Luther Booth found his deepest joy and his greatest satisfaction in his home life. He admired and adored his wife, and he was proud of and devoted to his sons. Those of us who had the privilege to visit his home will always remember his wistful smile and gentle teasing which expressed the warmth of a deep love which he had for his home.
Death came to Luther Booth very quickly on March 17, 1969, at 1:00 a.m. He had participated in the Sunday worship service the morning before his death. During the service a little child was brought to him for baptism. In this last officially ministerial act, he took the child into his arms and dedicated it to God, as he had often carried the concerns of his people in his heart and lifted them to God in prayer. That afternoon he became ill, was taken to the hospital that night and there suffered a severe heart attack from which he could not recover.
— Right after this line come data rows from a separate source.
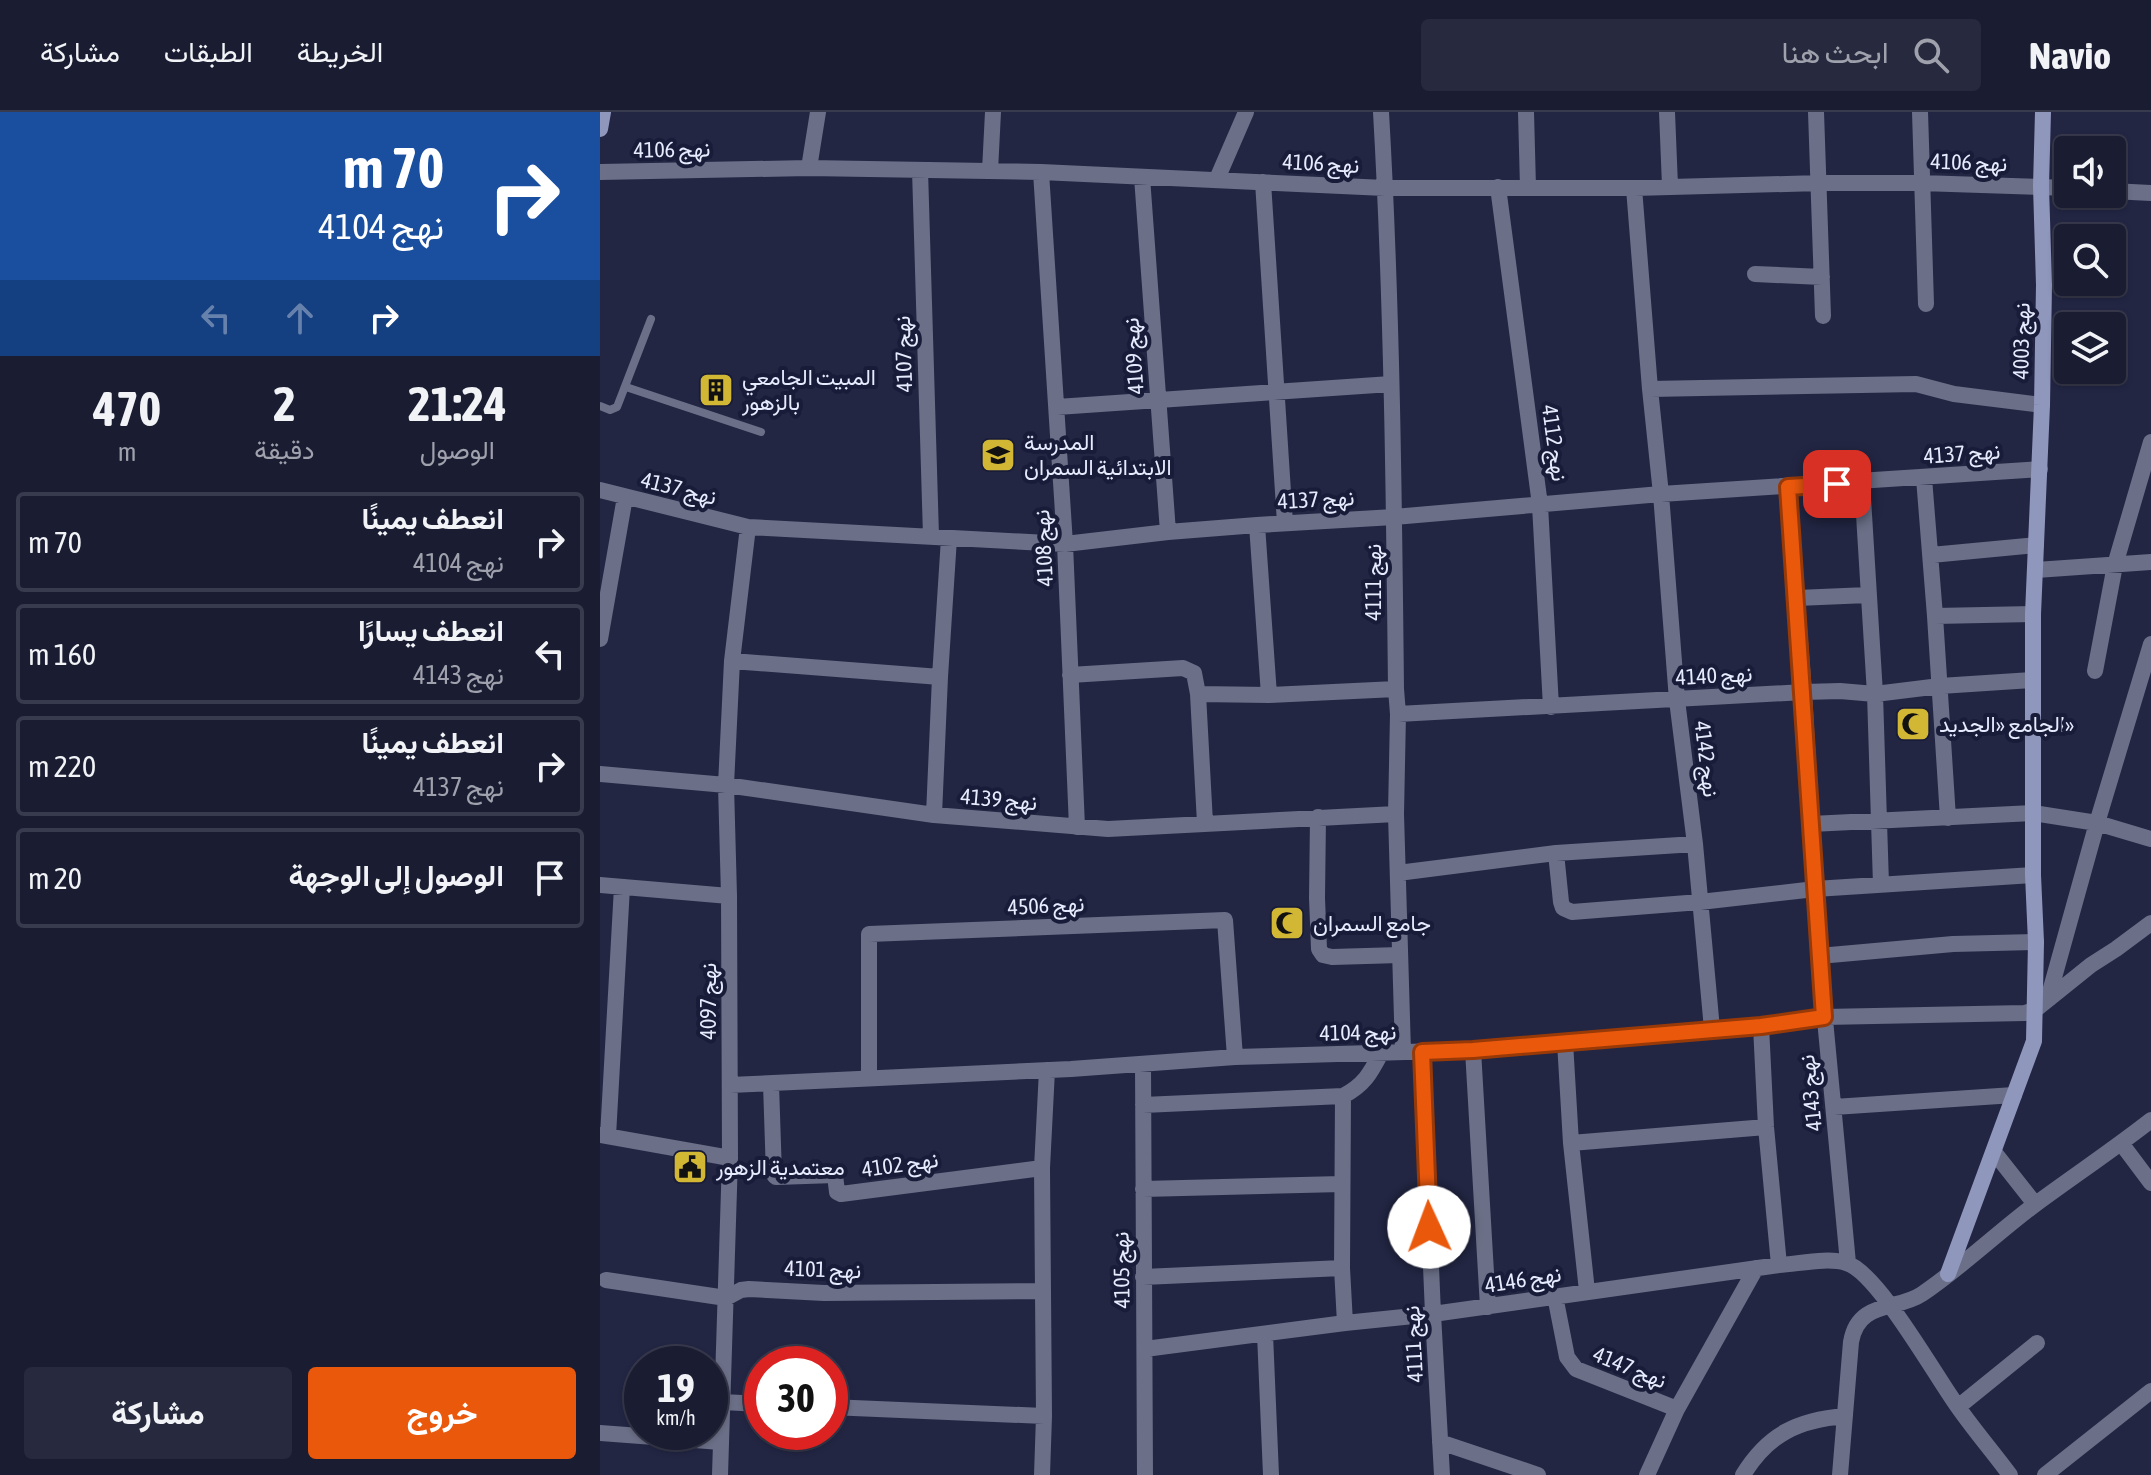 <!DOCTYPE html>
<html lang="ar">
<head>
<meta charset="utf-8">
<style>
	:root { --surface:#1a1c32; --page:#27293e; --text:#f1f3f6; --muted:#9fa1ac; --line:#383a4d; --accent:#ea580c }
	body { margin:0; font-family:"Asap Condensed",Vazirmatn,sans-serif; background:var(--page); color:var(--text); direction:rtl; height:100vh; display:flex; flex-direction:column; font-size:30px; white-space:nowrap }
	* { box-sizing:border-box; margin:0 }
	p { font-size:26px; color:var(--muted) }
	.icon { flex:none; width:44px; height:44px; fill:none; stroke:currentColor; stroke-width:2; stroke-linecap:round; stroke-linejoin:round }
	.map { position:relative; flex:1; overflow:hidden; direction:ltr }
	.drawer { display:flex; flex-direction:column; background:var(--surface); width:600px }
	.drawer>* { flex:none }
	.banner { background:#1a4fa0; color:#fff; overflow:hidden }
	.fabs { position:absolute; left:1454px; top:24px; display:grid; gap:16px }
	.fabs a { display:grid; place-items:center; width:72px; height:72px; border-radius:8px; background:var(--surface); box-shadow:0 2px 6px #0004,0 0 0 2px var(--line); font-size:40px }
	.speed { position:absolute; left:24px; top:1234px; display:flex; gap:16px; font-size:40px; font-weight:700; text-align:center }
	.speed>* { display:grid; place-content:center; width:104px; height:104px; border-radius:50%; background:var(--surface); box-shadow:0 2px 6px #0004,0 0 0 2px var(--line); line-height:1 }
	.speed small { font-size:20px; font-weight:400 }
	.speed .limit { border:12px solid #d22; background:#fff; color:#111 }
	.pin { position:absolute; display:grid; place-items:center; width:68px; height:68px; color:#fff; margin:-34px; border-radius:16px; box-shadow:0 4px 12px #0006 }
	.me { position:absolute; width:88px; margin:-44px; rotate:358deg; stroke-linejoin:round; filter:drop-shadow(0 0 6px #0008) }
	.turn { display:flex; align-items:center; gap:28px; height:168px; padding:0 24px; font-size:36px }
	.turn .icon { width:104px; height:104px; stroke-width:2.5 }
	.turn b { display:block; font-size:56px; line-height:68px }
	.lanes { display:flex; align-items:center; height:76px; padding:0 24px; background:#0003; justify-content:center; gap:40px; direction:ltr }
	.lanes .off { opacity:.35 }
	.eta { display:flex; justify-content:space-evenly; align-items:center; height:136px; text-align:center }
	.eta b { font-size:48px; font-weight:700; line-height:56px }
	.button { display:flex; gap:16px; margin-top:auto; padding:16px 24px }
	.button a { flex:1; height:92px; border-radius:8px; background:var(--accent); color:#fff; font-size:32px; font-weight:700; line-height:92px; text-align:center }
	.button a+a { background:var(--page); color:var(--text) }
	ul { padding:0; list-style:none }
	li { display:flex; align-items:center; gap:24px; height:100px; margin:0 16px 12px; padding:0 8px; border:4px solid var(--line); border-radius:8px }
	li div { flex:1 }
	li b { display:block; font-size:30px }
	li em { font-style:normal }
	header { display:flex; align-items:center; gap:48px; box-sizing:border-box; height:112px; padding:0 40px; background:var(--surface); border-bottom:2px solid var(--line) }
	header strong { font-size:38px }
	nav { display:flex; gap:44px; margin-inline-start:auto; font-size:28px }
	.search { width:560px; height:72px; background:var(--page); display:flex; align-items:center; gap:20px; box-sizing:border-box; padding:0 28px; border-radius:8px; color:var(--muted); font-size:30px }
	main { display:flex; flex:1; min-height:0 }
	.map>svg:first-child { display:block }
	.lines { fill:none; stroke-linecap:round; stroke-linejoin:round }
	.lane { stroke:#6b6f87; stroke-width:8 }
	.street { stroke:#6b6f87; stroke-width:16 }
	.secondary { stroke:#9097bd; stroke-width:16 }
	.route-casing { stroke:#983908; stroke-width:20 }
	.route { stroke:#ea580c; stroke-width:14 }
	.labels { text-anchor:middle; stroke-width:8; stroke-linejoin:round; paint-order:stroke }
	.street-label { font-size:22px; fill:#e7ebfe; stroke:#191c38 }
	.poi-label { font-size:22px; fill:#e7ebfe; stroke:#191c38; text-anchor:start }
</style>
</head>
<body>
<header>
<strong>Navio</strong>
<div class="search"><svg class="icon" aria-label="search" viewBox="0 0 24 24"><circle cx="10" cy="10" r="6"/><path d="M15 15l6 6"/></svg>ابحث هنا</div>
<nav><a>الخريطة</a><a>الطبقات</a><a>مشاركة</a></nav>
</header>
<main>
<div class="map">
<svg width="1551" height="1363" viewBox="0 0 1551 1363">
	<rect width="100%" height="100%" fill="#222643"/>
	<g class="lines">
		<path class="lane" d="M26,275L161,320
			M0,294L10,298L17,295L51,207"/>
		<path class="street" d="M781,0C792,192 794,385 796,577L798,602L796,702L803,940
			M926,0L928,75
			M1067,0L1070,74
			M1216,0L1223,204
			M1320,0L1326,192
			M209,56L218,0
			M320,58L331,424
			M390,59L393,0
			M0,60L209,56L441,60L785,76H1034L1220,71H1321L1468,76
			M441,60L465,432L477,715
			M542,65L568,420
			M617,67L646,0
			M663,70L685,411
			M898,75L940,393L951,595
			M1034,76L1050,277L1061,382L1077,588L1095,732L1112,917
			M1512,79L1551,81
			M1155,162L1222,165
			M1050,277L1316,272L1354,282L1442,293
			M457,295L791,272
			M1324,366L1335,504L1348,706
			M1262,370L1275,582L1281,773
			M1188,375L1204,580L1219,844L1248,1151
			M0,378L148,415L465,432L568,420L657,413L794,405L1061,382L1440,357
			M657,413L669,583
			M1331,443L1436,433
			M1436,458L1551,450
			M1197,486L1268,483
			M1335,504L1433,502
			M0,527L25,385
			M132,549L340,565
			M1495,559L1515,453L1551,330
			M470,563L583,556L594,561L598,582L669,583L796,577
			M598,582L605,711
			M798,602L1204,580L1240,579L1275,582L1340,574L1432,568
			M0,662L126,673L334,703L508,717L796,702
			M334,703L340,565L349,426
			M718,705L717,786L719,837L723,843L732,845L800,843
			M1211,712L1433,701L1497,711L1551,727
			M956,741L961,790L963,796L972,800L1100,790L1215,777L1433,763
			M798,761L956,741L1095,732
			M0,773L129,784
			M1219,844L1353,832L1436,830
			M1448,887L1497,711L1551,532
			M1161,914L1166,1015L1179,1153
			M965,930L971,1031L987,1179
			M873,938L888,1195
			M822,940L833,1202L842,1363
			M543,952L545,1363
			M269,966V822L625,808L635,945
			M171,972L174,1063L176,1065L235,1063L237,1080L241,1082L442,1056
			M130,973L471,957L635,945L873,938L1161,914L1224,905L1425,901L1435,898L1491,853L1516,837L1551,811
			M743,984L742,1156L745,1211
			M543,993L743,984C764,973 770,962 781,941
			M1234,995L1414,983
			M0,1023L130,1046
			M8,1024L22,775
			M971,1031L1166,1015
			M1521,1031L1551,1071
			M1394,1040L1435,1092
			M543,1077L742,1072
			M543,1165L742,1156
			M6,1168L126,1186L141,1178L149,1177L224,1181L442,1179
			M955,1184L967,1245L976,1257L1077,1297L1156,1156
			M665,1222L671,1363
			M545,1237L745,1211L833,1202L1179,1153C1198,1152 1228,1145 1246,1151C1277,1159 1336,1265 1358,1295C1374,1318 1393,1340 1410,1363
			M122,1290L162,1292
			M230,1295L444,1304
			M1358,1295L1437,1231
			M0,1321L121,1330
			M840,1330L938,1363
			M120,1363L130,1046L129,784L126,673L132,549L148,415
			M442,1363L444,1304L442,1056L447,958
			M1047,1363L1077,1297
			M1143,1363C1168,1322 1198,1308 1245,1304
			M1240,1363L1251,1230C1258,1188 1297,1199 1322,1182C1362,1155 1398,1120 1437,1091C1475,1063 1514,1037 1551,1008
			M1445,1363L1551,1279"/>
		<path class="secondary" d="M0,17L3,0
			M1348,1162L1434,929L1436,830L1433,763V502L1442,293L1444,173L1441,74L1443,0"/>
	</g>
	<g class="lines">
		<g class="route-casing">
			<path id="route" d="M829,1115L822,940L873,938L1161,914L1224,905L1188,375L1237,372"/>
		</g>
		<use href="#route" class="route"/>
	</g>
	<defs>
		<g id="building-square" transform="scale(1.8)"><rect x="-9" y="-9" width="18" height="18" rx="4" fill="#d2b735" stroke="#191c38"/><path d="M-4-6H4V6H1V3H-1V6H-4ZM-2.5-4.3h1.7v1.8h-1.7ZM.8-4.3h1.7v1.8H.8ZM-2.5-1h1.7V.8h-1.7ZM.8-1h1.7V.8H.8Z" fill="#111"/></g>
		<g id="school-square" transform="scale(1.8)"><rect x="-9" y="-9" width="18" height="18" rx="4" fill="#d2b735" stroke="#191c38"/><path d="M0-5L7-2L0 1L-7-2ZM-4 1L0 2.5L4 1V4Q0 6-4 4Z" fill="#111"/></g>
		<g id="mosque-square" transform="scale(1.8)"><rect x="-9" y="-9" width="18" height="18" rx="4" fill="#d2b735" stroke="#191c38"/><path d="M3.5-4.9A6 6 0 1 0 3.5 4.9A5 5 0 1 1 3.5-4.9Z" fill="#111"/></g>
		<g id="civic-square" transform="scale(1.8)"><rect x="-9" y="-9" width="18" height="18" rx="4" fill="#d2b735" stroke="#191c38"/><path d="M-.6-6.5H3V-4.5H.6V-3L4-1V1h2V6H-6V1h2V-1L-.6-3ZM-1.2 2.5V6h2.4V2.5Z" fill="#111"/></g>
	</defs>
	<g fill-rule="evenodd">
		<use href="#building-square" x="116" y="278"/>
		<use href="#school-square" x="398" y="343"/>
		<use href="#mosque-square" x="1313" y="612"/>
		<use href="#mosque-square" x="687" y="811"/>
		<use href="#civic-square" x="90" y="1055"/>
	</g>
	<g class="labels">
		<g class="street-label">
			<text transform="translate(72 37) rotate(-1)" y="8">نهج 4106</text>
			<text transform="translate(1369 50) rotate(2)" y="8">نهج 4106</text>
			<text transform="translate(721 51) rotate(3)" y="8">نهج 4106</text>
			<text transform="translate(1421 229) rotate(-89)" y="8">نهج 4003</text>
			<text transform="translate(303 242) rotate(-92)" y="8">نهج 4107</text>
			<text transform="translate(533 244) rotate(-94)" y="8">نهج 4109</text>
			<text transform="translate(955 331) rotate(82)" y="8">نهج 4112</text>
			<text transform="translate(1362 341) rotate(-4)" y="8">نهج 4137</text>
			<text transform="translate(79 376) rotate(14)" y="8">نهج 4137</text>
			<text transform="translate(716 387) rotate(-3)" y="8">نهج 4137</text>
			<text transform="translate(443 436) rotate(-93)" y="8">نهج 4108</text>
			<text transform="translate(773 470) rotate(-90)" y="8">نهج 4111</text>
			<text transform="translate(1114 563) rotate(-3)" y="8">نهج 4140</text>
			<text transform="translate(1107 647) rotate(83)" y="8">نهج 4142</text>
			<text transform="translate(399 687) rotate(5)" y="8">نهج 4139</text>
			<text transform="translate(446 793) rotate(-3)" y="8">نهج 4506</text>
			<text transform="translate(108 889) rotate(-90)" y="8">نهج 4097</text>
			<text transform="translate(758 920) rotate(-1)" y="8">نهج 4104</text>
			<text transform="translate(1210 981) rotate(-96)" y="8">نهج 4143</text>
			<text transform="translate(300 1052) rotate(-8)" y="8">نهج 4102</text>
			<text transform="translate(223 1157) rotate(2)" y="8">نهج 4101</text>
			<text transform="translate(521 1158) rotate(-91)" y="8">نهج 4105</text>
			<text transform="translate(923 1167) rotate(-9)" y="8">نهج 4146</text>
			<text transform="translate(813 1232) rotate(-93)" y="8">نهج 4111</text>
			<text transform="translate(1030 1255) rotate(22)" y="8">نهج 4147</text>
		</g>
		<g class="poi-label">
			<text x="142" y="273">المبيت الجامعي<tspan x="142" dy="25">بالزهور</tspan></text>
			<text x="424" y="338">المدرسة<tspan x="424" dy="25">الابتدائية السمران</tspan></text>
			<text x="1339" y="620">الجامع «الجديد»</text>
			<text x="713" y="819">جامع السمران</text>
			<text x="116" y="1063">معتمدية الزهور</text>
		</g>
	</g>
</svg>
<div class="fabs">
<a><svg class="icon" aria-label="sound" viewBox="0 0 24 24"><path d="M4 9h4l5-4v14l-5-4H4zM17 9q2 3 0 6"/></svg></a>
<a><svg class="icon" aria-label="search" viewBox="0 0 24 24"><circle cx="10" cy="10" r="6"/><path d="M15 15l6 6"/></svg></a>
<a><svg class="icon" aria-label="layers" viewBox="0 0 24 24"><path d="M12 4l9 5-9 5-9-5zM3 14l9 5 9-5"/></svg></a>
</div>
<div class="speed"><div>19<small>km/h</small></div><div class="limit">30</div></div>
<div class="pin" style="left:1237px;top:372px;background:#d93025"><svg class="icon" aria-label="arrive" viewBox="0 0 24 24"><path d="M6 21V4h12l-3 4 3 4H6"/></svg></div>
<svg class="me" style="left:829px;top:1115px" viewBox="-20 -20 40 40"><circle r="19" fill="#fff"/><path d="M0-13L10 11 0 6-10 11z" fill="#ea580c"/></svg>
</div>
<section class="drawer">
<div class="banner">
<div class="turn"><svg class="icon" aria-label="right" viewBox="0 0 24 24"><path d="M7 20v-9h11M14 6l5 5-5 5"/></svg><div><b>70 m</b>نهج 4104</div></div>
<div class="lanes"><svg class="icon off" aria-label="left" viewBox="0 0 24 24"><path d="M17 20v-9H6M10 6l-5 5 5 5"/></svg><svg class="icon off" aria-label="ahead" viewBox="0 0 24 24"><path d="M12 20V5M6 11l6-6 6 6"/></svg><svg class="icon" aria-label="right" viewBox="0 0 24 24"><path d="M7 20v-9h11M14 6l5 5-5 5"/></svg></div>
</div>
<div class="eta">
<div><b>21:24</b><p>الوصول</p></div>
<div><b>2</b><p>دقيقة</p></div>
<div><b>470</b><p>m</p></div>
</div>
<ul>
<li><svg class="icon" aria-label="right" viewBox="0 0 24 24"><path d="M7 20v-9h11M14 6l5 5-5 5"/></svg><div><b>انعطف يمينًا</b><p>نهج 4104</p></div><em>70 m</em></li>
<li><svg class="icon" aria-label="left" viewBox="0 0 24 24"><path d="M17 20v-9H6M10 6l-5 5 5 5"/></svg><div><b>انعطف يسارًا</b><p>نهج 4143</p></div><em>160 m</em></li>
<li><svg class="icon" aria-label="right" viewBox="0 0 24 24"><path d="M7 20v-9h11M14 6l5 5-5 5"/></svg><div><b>انعطف يمينًا</b><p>نهج 4137</p></div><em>220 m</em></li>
<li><svg class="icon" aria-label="arrive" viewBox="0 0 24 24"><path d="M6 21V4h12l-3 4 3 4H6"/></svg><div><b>الوصول إلى الوجهة</b></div><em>20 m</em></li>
</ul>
<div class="button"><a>خروج</a><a>مشاركة</a></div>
</section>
</main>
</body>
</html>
Funeral services were held in the First Methodist Church of Lake Charles of which he was pastor on Tuesday, March 18, with the Reverend Harvey C. Williamson, the District Superintendent, presiding. Bishop Aubrey C. Walton delivered a very eloquent and consoling message, and Dr. Benedict A. Galloway and the Reverend James Ailor assisted in the service. The church was filled to overflowing with fellow ministers from the community and from across the state as well as beloved laity from Lake Charles and other former appointments.
Time and space for this formal memoir have run out; but written on our hearts in lucent letters of love is the imperishable record of our departed friend — who also was a friend of God.